SIGNIFICADO DE LA PALABRA CIELO

Para designar el cielo usamos el término “arriba”, porque la fuerza simbólica de esta palabra refleja de modo natural la altura. La tradición cristiana utiliza esta palabra para expresar la plenitud definitiva de la existencia humana absorbida en el amor consumado, hacia el que se encamina la humanidad por la fe. Esa plenitud no es para el cristiano simple música de futuro, sino representación de lo que ocurre en el encuentro con Cristo que, fundamentalmente, en lo esencial ya está presente. Así pues, cuando hablamos de Iglesia Celestial, no nos estamos perdiendo en fantasías, sino conociendo con más profundidad la presencia oculta en nosotros que nos da la vida de verdad y que, sin embargo, dejamos que nos la y oscurezca y oculte lo que parece real y es aparente, y que eso, que es sombra, nos aleje de la vida.

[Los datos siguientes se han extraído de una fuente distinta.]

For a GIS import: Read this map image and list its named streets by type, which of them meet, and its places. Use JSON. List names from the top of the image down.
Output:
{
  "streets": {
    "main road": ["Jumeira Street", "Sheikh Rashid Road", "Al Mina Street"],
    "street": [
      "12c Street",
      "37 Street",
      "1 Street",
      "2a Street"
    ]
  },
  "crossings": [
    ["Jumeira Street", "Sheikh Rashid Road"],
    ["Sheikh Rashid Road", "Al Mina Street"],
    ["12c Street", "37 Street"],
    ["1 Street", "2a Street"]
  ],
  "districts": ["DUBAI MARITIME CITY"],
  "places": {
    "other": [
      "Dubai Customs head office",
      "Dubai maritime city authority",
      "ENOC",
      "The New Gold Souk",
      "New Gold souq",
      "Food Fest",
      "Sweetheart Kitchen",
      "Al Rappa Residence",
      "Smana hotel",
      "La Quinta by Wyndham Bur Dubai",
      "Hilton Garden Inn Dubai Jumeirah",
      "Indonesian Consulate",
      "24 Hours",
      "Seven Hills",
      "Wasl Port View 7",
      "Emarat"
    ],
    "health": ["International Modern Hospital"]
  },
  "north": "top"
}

Vivir ya en Cristo es vivir en el Camino, en la Verdad y en la Vida y eso es el cielo, llegar a esa plenitud que no deja ya más que desear, a los que vivimos las realidades aparentes, que siempre deseamos y nunca nos sacian. Sólo el cielo será la llenez de toda nuestra capacidad de desear cuando “Dios, rico en misericordia, por el gran amor con que nos amó, nos ha hecho vivir con Cristo, nos ha resucitado con Cristo y nos ha sentado en el cielo con él” (Ef 2,6).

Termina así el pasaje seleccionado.